Enclosing one of the poles the function has in the upper half-plane, so that there are three integrals:

$$ \int_{0}^{r}\frac{e^{iax}}{1+x^{2n}}dx\:+\:\int_{\gamma_r}\frac{e^{iax}}{1+x^{2n}}dx\:+\:\int_{r}^{0}\frac{e^{iax}}{1+x^{2n}}dx $$

The first tends to I as r tends to $\infty$, meanwhile it is well-known that the second one tends to zero as r tends to $\infty$. But the problem is with the third one, we have to parametrize $x$ as $x=t\cdot e^{i\frac{\pi}{n}}$ but I am not capable of solve that integral in terms of I.

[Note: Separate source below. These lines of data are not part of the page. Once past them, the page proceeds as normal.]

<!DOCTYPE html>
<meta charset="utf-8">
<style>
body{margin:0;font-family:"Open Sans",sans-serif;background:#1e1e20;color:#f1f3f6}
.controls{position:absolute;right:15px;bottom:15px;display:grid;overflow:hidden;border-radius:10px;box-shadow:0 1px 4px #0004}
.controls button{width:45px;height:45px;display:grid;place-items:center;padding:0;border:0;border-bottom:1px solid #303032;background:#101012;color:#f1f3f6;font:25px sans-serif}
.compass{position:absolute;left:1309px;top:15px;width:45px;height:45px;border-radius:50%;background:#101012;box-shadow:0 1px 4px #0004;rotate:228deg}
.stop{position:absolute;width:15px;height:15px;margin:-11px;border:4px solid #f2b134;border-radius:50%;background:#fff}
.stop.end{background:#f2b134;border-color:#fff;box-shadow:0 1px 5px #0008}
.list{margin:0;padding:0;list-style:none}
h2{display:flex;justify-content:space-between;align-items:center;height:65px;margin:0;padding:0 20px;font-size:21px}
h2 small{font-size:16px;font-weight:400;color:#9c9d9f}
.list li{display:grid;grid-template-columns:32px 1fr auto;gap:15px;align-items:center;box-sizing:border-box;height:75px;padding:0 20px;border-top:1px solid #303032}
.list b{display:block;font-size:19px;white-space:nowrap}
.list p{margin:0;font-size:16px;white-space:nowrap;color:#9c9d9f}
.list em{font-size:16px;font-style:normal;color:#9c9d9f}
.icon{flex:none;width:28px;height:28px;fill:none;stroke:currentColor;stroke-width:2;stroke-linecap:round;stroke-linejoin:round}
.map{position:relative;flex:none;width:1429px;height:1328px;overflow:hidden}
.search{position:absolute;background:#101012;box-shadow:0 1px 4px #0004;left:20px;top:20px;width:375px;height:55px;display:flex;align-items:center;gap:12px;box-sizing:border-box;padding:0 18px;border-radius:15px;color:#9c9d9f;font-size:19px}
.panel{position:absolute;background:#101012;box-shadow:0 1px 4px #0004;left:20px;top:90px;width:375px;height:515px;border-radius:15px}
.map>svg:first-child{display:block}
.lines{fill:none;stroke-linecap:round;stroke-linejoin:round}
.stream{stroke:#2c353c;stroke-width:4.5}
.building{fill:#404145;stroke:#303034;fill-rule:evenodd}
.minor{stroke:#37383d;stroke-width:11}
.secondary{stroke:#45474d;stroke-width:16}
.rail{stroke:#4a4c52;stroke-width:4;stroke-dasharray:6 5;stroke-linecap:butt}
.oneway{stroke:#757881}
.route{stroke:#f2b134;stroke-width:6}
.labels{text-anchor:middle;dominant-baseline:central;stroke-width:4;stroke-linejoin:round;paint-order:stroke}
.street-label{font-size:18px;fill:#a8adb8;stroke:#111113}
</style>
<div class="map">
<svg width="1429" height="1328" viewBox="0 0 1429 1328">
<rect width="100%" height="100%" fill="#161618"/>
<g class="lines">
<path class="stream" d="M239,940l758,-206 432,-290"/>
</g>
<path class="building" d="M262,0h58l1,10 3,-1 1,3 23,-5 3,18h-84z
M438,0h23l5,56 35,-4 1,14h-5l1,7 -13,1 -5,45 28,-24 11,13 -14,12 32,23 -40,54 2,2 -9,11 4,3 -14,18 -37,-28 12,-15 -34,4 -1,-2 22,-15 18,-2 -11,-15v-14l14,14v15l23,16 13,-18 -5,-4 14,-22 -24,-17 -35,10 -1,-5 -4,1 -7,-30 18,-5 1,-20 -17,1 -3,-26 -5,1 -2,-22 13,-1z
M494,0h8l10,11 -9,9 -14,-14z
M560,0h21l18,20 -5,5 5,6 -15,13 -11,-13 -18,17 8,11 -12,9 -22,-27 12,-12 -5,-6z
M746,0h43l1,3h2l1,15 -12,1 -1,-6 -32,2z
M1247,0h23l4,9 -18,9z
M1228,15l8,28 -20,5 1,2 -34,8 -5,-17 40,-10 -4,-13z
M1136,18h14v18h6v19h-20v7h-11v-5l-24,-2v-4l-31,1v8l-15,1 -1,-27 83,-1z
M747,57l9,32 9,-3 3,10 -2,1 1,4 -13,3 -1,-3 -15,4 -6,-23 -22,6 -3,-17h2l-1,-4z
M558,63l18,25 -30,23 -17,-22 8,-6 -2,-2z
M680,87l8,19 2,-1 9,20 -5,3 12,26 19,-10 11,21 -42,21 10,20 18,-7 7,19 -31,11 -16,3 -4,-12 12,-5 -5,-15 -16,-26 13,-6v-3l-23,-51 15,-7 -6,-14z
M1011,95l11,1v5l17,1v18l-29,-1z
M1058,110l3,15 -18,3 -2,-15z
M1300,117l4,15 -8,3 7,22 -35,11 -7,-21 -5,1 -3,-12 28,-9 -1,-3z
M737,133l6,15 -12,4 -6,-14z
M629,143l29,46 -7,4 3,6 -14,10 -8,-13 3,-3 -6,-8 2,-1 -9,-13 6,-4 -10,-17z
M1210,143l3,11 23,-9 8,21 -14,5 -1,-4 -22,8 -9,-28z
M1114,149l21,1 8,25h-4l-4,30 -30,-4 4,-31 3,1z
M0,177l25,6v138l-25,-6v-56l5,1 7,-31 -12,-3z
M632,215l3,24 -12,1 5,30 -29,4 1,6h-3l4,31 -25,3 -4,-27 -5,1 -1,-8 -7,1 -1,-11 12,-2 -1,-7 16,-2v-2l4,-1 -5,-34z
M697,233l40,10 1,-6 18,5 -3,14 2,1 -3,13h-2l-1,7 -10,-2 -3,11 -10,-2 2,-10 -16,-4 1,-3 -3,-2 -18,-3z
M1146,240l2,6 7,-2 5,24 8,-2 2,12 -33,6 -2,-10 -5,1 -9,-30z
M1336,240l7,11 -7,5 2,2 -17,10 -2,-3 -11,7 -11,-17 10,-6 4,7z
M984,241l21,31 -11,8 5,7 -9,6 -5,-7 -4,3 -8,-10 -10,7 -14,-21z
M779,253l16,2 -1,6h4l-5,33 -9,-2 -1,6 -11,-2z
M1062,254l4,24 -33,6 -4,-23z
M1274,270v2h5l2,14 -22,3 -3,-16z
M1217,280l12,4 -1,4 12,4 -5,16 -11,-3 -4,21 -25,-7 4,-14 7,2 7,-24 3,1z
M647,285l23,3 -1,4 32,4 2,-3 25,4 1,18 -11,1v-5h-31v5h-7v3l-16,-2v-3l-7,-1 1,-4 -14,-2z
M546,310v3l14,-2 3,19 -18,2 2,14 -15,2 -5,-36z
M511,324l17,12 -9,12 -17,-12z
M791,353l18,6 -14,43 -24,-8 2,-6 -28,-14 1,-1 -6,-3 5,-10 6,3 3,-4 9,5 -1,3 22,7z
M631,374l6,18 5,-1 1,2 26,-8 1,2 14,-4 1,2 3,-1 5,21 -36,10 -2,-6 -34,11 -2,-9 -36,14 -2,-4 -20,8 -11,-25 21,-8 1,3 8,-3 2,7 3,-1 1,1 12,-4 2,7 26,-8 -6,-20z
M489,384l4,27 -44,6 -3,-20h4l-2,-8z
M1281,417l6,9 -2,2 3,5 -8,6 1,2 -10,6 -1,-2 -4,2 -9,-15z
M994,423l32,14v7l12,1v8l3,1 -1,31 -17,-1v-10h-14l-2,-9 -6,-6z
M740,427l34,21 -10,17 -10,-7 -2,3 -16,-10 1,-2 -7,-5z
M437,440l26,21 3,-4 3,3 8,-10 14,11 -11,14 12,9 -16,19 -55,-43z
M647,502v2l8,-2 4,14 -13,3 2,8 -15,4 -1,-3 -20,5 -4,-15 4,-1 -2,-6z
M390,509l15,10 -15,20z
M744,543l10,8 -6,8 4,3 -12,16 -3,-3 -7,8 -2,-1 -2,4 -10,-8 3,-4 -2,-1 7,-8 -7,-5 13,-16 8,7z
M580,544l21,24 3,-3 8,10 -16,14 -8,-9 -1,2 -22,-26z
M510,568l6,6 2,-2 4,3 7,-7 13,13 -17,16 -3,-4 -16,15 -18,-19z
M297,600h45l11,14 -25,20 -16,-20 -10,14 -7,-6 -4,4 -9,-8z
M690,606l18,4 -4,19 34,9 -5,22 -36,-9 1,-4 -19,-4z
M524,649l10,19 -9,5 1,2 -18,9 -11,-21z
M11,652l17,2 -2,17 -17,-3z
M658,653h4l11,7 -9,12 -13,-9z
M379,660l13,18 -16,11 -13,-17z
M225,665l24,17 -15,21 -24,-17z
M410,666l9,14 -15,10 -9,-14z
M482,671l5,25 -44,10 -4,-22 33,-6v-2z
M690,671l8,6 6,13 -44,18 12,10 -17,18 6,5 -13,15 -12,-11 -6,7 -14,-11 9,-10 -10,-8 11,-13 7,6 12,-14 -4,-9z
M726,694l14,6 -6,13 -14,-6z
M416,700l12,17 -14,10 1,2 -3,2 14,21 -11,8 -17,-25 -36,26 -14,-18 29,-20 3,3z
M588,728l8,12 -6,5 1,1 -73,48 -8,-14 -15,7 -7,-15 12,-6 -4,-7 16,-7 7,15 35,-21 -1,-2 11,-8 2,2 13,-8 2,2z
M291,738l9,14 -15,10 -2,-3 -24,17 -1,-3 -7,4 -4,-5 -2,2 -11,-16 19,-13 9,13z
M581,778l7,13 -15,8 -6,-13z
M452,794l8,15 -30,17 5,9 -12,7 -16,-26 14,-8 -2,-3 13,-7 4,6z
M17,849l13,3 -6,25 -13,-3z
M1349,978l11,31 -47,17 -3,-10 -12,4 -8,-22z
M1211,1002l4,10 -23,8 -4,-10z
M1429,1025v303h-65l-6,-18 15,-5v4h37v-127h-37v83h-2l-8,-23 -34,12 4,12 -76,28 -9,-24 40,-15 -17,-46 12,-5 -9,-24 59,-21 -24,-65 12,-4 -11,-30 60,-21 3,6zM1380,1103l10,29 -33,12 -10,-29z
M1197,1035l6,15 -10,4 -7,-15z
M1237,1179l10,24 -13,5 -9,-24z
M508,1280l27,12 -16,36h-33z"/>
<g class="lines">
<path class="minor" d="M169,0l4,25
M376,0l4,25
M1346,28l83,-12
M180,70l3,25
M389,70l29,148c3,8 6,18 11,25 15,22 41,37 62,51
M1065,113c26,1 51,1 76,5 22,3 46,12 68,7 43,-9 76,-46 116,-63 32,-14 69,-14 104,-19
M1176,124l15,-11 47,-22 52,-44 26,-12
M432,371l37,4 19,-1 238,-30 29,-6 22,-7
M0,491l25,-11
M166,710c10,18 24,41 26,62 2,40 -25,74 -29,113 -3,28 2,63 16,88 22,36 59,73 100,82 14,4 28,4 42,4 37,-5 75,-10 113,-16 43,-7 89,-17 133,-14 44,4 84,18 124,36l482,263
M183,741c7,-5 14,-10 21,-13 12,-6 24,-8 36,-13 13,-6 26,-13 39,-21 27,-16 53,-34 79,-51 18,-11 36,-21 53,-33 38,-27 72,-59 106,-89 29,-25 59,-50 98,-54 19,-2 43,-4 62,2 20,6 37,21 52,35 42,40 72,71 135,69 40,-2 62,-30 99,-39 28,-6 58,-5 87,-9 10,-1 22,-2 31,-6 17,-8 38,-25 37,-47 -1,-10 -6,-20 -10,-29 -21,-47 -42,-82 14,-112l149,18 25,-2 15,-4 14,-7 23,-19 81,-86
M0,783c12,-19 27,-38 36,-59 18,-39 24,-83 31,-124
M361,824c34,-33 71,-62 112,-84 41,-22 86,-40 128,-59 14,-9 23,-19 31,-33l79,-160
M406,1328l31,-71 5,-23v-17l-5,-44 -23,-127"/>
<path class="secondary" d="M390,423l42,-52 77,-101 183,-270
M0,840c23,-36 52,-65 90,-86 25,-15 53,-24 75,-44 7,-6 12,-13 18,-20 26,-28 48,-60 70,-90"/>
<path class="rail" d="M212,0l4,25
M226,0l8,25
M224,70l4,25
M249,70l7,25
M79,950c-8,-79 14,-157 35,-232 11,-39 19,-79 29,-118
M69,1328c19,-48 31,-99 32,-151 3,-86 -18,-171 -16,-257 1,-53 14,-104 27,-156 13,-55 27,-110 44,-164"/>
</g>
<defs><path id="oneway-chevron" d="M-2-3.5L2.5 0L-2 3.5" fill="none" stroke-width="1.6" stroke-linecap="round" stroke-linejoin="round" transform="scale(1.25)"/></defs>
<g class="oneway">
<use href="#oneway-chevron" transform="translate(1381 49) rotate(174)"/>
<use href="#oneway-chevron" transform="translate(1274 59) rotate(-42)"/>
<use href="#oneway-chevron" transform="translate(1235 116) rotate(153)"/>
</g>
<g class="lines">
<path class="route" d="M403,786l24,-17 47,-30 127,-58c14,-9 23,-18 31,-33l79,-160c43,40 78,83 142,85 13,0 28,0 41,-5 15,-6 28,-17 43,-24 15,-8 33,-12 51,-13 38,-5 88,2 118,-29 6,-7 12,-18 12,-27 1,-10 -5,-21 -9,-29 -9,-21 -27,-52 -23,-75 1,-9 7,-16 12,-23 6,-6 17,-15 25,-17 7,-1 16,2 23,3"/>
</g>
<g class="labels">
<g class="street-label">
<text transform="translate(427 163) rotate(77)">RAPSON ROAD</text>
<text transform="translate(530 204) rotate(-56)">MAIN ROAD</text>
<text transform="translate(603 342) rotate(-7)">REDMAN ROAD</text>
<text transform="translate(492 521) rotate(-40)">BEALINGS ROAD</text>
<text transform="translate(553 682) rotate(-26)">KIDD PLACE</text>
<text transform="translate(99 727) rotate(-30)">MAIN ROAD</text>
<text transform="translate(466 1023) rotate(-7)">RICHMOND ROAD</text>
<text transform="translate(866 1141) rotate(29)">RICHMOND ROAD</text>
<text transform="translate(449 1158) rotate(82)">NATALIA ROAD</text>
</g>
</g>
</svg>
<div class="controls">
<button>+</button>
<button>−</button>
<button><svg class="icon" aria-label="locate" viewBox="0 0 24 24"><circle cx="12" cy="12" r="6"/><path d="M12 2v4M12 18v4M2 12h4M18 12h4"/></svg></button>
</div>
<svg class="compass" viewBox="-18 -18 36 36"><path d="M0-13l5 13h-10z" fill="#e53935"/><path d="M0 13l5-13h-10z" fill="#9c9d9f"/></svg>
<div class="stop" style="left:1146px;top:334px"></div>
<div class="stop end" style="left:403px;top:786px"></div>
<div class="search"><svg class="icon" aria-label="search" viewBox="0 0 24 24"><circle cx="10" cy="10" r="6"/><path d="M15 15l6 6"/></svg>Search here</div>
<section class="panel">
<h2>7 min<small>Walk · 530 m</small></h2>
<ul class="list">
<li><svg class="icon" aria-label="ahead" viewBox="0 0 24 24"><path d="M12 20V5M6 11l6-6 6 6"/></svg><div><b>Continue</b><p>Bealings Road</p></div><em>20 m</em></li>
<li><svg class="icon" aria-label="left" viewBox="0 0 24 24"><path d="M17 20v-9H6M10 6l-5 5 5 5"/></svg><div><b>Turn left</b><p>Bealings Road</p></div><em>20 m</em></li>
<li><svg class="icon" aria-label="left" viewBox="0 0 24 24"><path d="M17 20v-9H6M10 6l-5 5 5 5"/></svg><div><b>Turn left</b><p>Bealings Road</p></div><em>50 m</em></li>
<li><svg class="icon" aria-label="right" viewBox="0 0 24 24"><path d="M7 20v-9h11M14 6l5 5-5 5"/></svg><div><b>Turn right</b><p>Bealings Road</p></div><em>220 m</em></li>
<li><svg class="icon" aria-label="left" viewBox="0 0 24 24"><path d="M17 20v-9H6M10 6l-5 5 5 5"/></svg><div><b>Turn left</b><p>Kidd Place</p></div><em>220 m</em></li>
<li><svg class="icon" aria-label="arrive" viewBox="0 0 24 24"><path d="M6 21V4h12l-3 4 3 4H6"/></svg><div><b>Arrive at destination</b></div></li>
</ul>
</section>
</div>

PS: Apologies for the errors in writing and tags, this is my first post :(

Answer 1

Employ a semi-circle contour to evaluate

$$\int_{0}^\infty \frac{\cos a x}{b^2+x^2}dx =\frac\pi {2b} e^{-ab}\tag1$$ and differentiate with respect to $a$ to get $$\int_{0}^\infty \frac{x\sin ax}{b^2+x^2}dy =\frac\pi 2 e^{-ab} \tag2$$ Partially fractionalize $I_n=\int_{0}^\infty \frac{\cos ax}{1+x^{2n}}dx $, along with $\theta_k=\frac{(2k-1)\pi}{2n}$ \begin{align} I_n=& \int_{-\infty}^\infty \frac{\cos ax}{2n}\sum_{k=1}^n \frac{1+x \cos \theta_k}{1+2x \cos \theta_k+x^2}dx\>\>\>\>\>\>\>\>x\to x-\cos \theta_k\\ =& \ \sum_{k=1}^n \int_{-\infty}^\infty \frac{\cos ax \cos(a\cos \theta_k)\sin^2 \theta_k+ x\sin ax \sin(a\cos \theta_k)\cos \theta_k}{2n(\sin^2 \theta_k+x^2)} dx\\ =&\ \frac\pi {2n}\sum_{k=1}^n e^{-a\sin \theta_k}\left[\sin\theta_k\cos(a\cos \theta_k) + \cos\theta_k\sin(a\cos \theta_k)\right]\\ =&\ \frac\pi {2n}\sum_{k=1}^n e^{-a\sin \theta_k}\sin(\theta_k+a\cos \theta_k)\\ \end{align} where (1) and (2) are used with $b=\sin\theta_k$.